I've provided some basic functions and a class framework for you to work from.

Recall that for an input vector $\mathbf{x}$ and weights $\mathbf{w}$, the perception algorithm is:

\begin{equation}
P(\mathbf{x}) = \begin{cases} 1 & \text{if } \mathbf{w}\cdot \begin{bmatrix} 1 \\ \mathbf{x} \end{bmatrix} > 0 \\ 0 & \text{else}\end{cases}
\end{equation}

In [27]:
#If you are running this in Google Colabs, then you need to uncomment these lines; they act to clone the workshop git locally so that you have access to the data we will be using.
# !git clone https://github.com/wtsi-hpag/xAIWorkshop.git
# %cd xAIWorkshop/Code

# This is the extent of fancy libraries we will be using
import numpy as np
import matplotlib.pyplot as pt

##load and parse the data manually. No pandas to be seen here! This function will be used repeatedly to load in our test data. 
def LoadCategoricalData(file):
	names = []
	labels = []
	data = []
	with open(file) as file:
		for line in file:
			entries = line.rstrip().split(' ')
			names.append(entries[0])
			labels.append(int(entries[1]))
			data.append(np.array([ float(entries[i]) for i in range(2,len(entries))]))
	return names, labels, data

names, labels, data = LoadCategoricalData("Data/cuteness.dat")

In [None]:
## Here's a basic plotting function, feel free to write your own
def PlotData(positions, labels,names=None):
	labels = [int(b) for b in labels] ## just to make sure the data is ints we can index in, not bools
	cols = ["red","blue"]
	x,y = zip(*positions)
	pt.scatter(x,y,color=np.array(cols)[labels])
	if names is not None:
		for i,pos in enumerate(positions):
			pt.annotate(names[i],pos)
	pt.show()

pt.title("True Assignments")
pt.xlabel("Size")
pt.ylabel("Fur")
PlotData(data,labels,names)

In [29]:
class Perceptron:

	def __init__(self):
		self.Weights = np.array([1,1,-1]) ## we'll use these pre-provided weights for now

	def Train(self,data,labels):
		##ignore this for now -- you'll fill it in later.
		return None

	def Predict(self,input):
		
		##this should return a value of 0 or 1, depending one how the Perceptron classifies the input vector
		## If you're feeling advanced, you might write this function to operate both on a single vector and a list-of-vectors. 
		return None ##??

## Initialise, then call your Perceptron on data. 

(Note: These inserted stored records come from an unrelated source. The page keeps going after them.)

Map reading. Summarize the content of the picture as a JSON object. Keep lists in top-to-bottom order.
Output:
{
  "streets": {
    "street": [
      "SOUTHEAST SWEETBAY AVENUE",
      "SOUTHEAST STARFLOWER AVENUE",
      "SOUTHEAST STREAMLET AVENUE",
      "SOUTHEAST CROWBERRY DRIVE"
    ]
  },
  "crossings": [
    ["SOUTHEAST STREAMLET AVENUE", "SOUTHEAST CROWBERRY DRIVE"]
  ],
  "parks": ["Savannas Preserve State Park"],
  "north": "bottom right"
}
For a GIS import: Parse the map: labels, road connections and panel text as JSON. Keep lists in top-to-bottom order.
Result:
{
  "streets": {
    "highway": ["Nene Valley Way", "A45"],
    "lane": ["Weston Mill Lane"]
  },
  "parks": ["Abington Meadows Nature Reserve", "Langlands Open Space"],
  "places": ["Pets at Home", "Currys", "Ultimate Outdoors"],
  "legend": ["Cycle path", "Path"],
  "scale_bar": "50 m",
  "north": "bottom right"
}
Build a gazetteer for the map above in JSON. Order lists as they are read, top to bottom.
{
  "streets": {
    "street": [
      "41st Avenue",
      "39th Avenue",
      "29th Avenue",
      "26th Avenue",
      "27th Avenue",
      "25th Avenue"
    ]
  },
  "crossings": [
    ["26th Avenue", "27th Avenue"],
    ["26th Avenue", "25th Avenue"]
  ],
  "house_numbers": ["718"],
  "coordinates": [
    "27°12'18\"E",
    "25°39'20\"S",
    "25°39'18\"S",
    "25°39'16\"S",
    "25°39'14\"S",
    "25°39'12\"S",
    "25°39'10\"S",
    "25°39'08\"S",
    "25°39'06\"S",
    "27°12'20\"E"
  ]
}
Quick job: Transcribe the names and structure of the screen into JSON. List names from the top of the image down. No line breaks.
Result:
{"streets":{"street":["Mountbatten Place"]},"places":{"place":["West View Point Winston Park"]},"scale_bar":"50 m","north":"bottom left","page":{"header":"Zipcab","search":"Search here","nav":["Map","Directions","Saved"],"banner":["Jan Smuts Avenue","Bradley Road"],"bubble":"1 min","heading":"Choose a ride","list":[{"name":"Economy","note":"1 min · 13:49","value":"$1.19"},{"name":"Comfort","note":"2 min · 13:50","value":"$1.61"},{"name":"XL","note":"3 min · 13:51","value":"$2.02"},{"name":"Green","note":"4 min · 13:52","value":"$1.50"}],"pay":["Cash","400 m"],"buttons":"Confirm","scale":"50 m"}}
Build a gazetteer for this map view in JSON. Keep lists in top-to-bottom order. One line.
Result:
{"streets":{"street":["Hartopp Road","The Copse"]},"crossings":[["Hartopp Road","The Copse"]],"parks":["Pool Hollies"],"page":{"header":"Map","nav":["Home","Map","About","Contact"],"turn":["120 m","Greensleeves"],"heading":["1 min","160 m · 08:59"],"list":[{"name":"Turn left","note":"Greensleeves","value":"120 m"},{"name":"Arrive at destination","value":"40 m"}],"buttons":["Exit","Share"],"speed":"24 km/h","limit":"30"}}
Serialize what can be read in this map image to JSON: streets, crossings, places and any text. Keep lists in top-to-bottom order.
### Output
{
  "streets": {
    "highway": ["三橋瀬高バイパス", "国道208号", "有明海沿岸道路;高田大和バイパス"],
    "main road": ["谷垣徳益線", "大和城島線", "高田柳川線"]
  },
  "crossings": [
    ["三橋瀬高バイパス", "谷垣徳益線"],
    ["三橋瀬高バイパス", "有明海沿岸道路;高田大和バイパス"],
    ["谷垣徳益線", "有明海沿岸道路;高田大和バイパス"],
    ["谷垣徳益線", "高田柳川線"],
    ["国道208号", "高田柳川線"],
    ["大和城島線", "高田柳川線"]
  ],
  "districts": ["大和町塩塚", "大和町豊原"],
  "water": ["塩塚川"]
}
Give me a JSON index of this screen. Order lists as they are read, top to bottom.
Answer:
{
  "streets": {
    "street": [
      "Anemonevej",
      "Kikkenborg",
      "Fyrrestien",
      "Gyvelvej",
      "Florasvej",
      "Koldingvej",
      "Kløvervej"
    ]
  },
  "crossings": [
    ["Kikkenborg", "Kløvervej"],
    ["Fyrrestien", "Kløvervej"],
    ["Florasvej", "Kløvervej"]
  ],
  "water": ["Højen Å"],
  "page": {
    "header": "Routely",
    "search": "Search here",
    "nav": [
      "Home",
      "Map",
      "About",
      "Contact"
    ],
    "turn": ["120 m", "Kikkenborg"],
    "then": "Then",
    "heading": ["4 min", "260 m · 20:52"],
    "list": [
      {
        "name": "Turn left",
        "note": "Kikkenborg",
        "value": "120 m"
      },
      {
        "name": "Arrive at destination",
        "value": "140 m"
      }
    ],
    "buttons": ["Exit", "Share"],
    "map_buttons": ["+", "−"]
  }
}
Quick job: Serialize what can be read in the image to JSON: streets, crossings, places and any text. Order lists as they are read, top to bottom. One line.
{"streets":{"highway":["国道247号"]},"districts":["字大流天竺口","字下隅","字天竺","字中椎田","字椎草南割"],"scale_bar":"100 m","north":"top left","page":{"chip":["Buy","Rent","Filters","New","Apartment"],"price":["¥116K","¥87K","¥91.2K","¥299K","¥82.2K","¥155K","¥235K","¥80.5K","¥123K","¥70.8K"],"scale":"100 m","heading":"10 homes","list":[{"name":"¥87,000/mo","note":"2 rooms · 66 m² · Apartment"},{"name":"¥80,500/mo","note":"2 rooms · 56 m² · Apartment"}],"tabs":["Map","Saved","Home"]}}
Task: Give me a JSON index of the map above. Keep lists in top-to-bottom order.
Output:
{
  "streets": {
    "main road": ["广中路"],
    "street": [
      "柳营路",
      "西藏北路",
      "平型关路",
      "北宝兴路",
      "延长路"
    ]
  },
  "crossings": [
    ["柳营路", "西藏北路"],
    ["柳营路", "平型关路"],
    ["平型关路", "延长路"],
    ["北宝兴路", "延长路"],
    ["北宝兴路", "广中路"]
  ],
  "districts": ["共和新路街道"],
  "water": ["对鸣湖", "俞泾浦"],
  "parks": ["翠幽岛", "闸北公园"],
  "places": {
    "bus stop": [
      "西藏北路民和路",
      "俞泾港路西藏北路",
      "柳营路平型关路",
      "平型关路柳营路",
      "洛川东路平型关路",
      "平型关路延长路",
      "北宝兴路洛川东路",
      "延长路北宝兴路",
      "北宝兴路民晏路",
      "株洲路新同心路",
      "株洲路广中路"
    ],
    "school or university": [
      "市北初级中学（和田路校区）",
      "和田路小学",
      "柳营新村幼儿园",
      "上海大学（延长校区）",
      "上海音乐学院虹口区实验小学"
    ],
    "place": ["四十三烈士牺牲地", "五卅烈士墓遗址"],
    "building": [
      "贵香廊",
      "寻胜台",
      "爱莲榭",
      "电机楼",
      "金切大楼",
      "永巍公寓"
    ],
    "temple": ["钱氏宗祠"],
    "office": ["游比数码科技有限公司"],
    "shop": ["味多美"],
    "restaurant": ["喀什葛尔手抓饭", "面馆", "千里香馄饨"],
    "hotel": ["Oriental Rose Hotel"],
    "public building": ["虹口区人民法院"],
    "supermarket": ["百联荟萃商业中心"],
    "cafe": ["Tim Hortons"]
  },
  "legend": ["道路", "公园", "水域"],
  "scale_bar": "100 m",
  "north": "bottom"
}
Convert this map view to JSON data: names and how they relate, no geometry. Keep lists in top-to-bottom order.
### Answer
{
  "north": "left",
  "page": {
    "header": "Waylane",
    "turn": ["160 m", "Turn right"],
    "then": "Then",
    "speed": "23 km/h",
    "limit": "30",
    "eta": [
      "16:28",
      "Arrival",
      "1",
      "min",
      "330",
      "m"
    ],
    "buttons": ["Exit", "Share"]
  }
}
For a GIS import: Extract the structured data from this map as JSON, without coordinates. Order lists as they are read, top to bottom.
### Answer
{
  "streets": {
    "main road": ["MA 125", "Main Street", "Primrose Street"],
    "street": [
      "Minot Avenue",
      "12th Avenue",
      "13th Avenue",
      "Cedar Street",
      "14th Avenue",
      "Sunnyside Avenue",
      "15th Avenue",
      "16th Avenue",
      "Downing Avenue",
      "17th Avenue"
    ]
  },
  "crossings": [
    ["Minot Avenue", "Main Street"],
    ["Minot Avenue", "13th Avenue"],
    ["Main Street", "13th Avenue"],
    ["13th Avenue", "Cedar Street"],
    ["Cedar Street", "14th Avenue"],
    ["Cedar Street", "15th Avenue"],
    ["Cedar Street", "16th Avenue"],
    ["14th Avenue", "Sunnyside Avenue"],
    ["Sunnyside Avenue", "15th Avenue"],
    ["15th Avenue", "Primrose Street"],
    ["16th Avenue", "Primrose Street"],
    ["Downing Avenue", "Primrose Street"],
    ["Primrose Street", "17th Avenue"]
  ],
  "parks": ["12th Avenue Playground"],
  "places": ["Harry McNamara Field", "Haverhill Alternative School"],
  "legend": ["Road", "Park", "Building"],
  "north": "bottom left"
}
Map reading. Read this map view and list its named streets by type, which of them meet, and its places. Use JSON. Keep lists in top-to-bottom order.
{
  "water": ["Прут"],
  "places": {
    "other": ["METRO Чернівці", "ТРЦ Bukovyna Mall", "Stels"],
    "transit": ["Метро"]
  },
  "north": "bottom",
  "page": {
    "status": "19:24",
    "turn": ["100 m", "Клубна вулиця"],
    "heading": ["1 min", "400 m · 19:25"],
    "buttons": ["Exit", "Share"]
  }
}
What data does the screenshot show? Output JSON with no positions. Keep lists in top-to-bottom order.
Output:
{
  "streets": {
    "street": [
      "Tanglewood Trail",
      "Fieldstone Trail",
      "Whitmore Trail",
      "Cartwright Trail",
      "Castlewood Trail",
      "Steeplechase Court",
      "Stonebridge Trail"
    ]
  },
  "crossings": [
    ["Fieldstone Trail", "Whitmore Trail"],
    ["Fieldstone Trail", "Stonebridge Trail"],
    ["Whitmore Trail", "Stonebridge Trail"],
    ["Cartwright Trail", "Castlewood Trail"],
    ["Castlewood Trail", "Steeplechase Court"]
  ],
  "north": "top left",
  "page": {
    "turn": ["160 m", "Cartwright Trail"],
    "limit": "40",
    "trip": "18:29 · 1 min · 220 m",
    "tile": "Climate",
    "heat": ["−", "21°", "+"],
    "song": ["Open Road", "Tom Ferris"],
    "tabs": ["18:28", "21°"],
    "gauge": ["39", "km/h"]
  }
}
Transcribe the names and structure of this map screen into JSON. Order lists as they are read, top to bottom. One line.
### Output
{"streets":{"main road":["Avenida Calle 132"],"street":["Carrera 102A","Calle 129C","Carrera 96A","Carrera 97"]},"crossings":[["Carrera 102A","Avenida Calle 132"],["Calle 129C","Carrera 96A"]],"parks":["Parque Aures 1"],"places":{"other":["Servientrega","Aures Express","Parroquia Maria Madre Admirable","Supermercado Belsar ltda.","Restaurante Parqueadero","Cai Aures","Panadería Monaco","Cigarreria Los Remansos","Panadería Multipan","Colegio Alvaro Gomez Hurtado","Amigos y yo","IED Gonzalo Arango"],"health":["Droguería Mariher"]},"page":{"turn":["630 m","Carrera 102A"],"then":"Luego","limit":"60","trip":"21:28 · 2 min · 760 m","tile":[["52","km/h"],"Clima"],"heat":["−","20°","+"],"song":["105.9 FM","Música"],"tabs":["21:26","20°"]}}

## Exercise 2: Training The Perceptron

You should (hopefully) now have a working Perceptron; the only issues is a) it's absolutely terrible and b) I had to give you the weights. 

The next challenge is to write up a training algorithm for the Perceptron. 

**Add a method (Train) to the Perceptron, which iterates over the dataset a number of times (you choose - when is 'enough'?) and updates the weights**

Remember, given a datum $\mathbf{x}$, a prediction $P$ and the correct label $L$ the update formula is:

\begin{equation}
	\mathbf{w} \to \mathbf{w} + r \times \left(L - P(\mathbf{x}) \right)\mathbf{x}
\end{equation}
Where $r$ is your learning rate. This formula serves to nudge the weights in a direction of the vector $\mathbf{x}$ whenever the classifier makes a false prediction (when $L \neq P$)

In [30]:
P = Perceptron()

P.Train(data,labels) ## fill in the Train method above!

## then test!

## Exercise 3: The Wrench in the Works

If everything has gone to plan, you now have an algorithm that can correctly identify whether a given animal is cute or note, based on measures of their size and amount of fur.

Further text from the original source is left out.